When Jesus began his ministry his charter was simple. He came “proclaiming the gospel (good news) of God” Mark tells us (Mark 1:14). What is that good news? “The time is fulfilled, and the kingdom of God is at hand; repent and believe in the gospel.” At the heart of Jesus’ message; at the heart of his vocation; that which he came to accomplish and establish is the kingdom of God.

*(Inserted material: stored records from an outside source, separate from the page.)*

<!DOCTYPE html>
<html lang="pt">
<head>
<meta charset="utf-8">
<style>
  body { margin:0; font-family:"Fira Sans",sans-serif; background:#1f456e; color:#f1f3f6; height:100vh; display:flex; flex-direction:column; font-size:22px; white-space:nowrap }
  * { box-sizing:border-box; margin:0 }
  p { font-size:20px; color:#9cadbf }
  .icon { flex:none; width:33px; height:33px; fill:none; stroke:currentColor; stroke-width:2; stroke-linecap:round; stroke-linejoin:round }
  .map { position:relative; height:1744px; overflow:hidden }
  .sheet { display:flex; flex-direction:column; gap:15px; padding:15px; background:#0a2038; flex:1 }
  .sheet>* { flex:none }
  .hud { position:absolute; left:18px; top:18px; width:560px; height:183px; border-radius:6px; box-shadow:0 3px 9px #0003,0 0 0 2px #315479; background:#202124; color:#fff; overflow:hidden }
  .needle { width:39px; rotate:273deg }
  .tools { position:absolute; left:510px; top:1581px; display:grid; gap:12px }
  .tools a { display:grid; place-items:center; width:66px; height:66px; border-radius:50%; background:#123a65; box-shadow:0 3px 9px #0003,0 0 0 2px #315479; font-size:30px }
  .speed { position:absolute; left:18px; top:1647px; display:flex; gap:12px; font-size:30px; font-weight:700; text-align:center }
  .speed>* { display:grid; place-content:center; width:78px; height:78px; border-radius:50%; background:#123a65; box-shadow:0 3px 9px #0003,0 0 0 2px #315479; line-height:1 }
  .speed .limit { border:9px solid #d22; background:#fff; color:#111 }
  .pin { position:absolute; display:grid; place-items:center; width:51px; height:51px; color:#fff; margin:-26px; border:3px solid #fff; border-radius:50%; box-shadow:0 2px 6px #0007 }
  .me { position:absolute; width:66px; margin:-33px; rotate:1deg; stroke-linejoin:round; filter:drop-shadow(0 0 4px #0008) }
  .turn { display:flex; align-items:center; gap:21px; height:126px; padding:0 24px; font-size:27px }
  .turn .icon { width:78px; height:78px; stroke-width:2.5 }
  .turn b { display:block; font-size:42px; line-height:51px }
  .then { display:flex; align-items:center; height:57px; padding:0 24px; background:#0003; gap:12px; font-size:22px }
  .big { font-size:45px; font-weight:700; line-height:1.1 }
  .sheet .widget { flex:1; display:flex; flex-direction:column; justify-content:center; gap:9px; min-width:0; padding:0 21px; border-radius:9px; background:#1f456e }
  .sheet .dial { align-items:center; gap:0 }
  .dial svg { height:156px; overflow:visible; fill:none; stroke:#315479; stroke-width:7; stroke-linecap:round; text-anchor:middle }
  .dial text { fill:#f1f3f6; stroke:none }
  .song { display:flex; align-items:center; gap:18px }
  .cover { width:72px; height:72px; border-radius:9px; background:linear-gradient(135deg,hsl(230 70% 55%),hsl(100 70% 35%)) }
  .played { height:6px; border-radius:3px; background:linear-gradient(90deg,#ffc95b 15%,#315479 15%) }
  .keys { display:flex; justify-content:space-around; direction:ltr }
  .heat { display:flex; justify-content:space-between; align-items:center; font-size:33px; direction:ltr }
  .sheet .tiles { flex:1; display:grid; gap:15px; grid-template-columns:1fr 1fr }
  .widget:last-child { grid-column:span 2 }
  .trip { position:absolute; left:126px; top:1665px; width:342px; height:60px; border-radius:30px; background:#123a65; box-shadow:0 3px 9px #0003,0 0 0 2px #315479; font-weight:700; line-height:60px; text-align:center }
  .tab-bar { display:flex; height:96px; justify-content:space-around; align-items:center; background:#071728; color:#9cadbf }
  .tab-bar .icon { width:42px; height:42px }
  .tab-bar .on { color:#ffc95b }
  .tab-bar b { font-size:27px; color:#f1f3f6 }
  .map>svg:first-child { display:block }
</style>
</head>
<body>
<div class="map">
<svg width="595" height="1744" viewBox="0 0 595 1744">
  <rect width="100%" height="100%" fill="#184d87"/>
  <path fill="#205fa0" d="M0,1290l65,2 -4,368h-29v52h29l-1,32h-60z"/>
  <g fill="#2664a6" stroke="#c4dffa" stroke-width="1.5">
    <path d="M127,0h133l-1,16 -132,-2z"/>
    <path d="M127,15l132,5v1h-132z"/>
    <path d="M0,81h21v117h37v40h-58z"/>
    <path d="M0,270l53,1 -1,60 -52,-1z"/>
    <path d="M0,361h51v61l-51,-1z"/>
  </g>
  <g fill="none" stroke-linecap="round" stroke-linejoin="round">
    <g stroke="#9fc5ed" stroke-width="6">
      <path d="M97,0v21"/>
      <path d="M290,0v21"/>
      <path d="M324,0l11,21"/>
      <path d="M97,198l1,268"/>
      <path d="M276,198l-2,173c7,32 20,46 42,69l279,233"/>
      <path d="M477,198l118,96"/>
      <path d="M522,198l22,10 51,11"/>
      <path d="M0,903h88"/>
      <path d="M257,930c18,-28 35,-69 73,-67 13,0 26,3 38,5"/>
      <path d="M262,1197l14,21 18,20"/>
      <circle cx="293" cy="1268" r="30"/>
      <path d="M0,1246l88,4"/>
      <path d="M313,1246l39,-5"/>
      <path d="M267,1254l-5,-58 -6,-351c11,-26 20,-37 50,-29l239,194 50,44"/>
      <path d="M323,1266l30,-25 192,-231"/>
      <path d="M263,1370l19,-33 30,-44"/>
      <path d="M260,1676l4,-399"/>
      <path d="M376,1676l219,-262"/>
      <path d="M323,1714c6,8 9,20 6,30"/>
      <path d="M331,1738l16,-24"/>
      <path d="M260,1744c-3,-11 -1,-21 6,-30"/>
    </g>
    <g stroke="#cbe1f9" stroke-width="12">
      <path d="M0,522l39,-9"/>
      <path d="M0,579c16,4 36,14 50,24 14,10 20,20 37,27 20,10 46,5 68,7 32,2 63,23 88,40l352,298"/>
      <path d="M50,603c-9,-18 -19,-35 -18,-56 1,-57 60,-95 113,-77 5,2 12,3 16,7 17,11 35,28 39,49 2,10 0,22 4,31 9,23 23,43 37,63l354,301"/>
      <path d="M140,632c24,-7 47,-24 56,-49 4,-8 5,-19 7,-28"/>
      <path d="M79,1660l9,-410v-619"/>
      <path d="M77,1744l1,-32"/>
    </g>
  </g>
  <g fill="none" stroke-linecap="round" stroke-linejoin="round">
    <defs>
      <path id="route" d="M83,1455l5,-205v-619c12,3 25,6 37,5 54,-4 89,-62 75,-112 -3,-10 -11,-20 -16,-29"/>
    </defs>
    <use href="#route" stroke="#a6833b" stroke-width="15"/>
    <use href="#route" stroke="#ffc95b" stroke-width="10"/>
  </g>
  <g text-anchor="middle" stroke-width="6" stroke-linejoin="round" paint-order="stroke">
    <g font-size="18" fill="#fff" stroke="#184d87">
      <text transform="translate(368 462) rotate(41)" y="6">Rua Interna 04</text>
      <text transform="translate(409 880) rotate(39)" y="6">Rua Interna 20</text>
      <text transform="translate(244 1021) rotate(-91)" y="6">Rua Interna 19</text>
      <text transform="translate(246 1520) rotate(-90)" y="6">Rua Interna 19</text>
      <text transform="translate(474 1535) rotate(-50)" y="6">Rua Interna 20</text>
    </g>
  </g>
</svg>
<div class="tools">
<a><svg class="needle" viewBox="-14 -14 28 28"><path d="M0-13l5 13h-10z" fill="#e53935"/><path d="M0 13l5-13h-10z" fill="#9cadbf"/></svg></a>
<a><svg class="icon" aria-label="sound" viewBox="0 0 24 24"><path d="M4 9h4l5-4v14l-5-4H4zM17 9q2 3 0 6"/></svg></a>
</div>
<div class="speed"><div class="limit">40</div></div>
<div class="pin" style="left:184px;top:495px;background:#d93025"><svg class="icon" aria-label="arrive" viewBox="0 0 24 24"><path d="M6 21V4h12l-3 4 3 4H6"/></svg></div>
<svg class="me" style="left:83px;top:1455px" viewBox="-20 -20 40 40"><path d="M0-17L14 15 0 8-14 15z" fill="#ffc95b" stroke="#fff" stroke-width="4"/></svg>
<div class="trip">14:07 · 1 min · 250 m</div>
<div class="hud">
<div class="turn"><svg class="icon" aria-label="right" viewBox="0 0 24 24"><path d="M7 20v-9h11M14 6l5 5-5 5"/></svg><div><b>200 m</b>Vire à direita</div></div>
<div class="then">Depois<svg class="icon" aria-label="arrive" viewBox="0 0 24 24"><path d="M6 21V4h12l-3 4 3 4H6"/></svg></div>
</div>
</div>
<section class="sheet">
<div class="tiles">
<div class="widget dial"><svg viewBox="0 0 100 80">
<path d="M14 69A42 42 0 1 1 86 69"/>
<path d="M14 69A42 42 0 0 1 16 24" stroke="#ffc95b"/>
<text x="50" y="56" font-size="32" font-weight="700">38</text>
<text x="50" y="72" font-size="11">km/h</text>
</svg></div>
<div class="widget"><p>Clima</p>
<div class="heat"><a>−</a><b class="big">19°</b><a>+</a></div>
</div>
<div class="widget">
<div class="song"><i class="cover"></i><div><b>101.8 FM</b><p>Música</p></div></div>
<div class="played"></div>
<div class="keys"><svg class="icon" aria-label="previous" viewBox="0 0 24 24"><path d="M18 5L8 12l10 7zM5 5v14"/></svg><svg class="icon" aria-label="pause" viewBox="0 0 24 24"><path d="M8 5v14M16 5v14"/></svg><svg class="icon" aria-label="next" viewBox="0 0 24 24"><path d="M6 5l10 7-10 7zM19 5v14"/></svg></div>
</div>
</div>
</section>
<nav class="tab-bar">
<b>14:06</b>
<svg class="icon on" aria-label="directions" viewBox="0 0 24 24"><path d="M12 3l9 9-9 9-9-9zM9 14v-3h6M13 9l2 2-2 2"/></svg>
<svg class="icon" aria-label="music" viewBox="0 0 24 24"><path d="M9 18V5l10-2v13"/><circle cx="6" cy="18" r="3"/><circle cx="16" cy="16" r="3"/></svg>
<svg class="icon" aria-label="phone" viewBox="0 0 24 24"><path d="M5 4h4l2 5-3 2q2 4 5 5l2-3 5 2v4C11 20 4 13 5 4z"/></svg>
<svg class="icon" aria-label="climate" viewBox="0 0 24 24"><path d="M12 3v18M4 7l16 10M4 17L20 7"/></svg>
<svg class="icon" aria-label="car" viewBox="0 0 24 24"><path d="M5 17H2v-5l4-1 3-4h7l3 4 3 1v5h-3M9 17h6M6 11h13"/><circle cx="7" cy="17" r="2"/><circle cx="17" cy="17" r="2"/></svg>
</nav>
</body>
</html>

Kingdom is a word that we are so familiar with that it’s easy to skip past it. We use it in biology and in our theology. Most of us, however, as good Americans, almost never use it politically or to speak of our government. We don’t live in a kingdom because we don’t have a king. And because of this, the idea of a kingdom is empirically difficult for us to grasp. We don’t know what it’s like to have a bad king. We don’t know what it’s like to love and owe our lives to a good king. We don’t know what it’s like to submit to the king. But this is the language Jesus chose to describe what he was doing.
A kingdom can be defined as:
1) a realm associated with or regarded as being under the control of a particular person or thing
2) a country, state, or territory ruled by a king or queen
3) a state or government having a king or queen as its head
4) anything conceived as constituting a realm or sphere of independent action or control.
In establishing the kingdom of God Jesus is casting himself as the king who stands at the head of God’s kingdom. The gospel, then, is much bigger and expansive than we perhaps first realized. It’s not all about us or about a future in heaven. It’s all about Jesus and his kingdom that he established, a kingdom into which we are invited to join and by which we are invited to find our identity.
Most people don’t realize it, but this Sunday is sort of like New Year’s Eve on the church calendar. It’s the last Sunday of the year. Next week will be the first Sunday of Advent and thus the first Sunday of the church’s year. This last Sunday of the year is called Christ the King Sunday. It’s a fitting name since it leads us to Advent, the time when we are focused on the second coming of Jesus, when we will finally see him as King of kings and Lord of lords.
On this Sunday we render to our King our praise and thanks and subservience and servile obedience.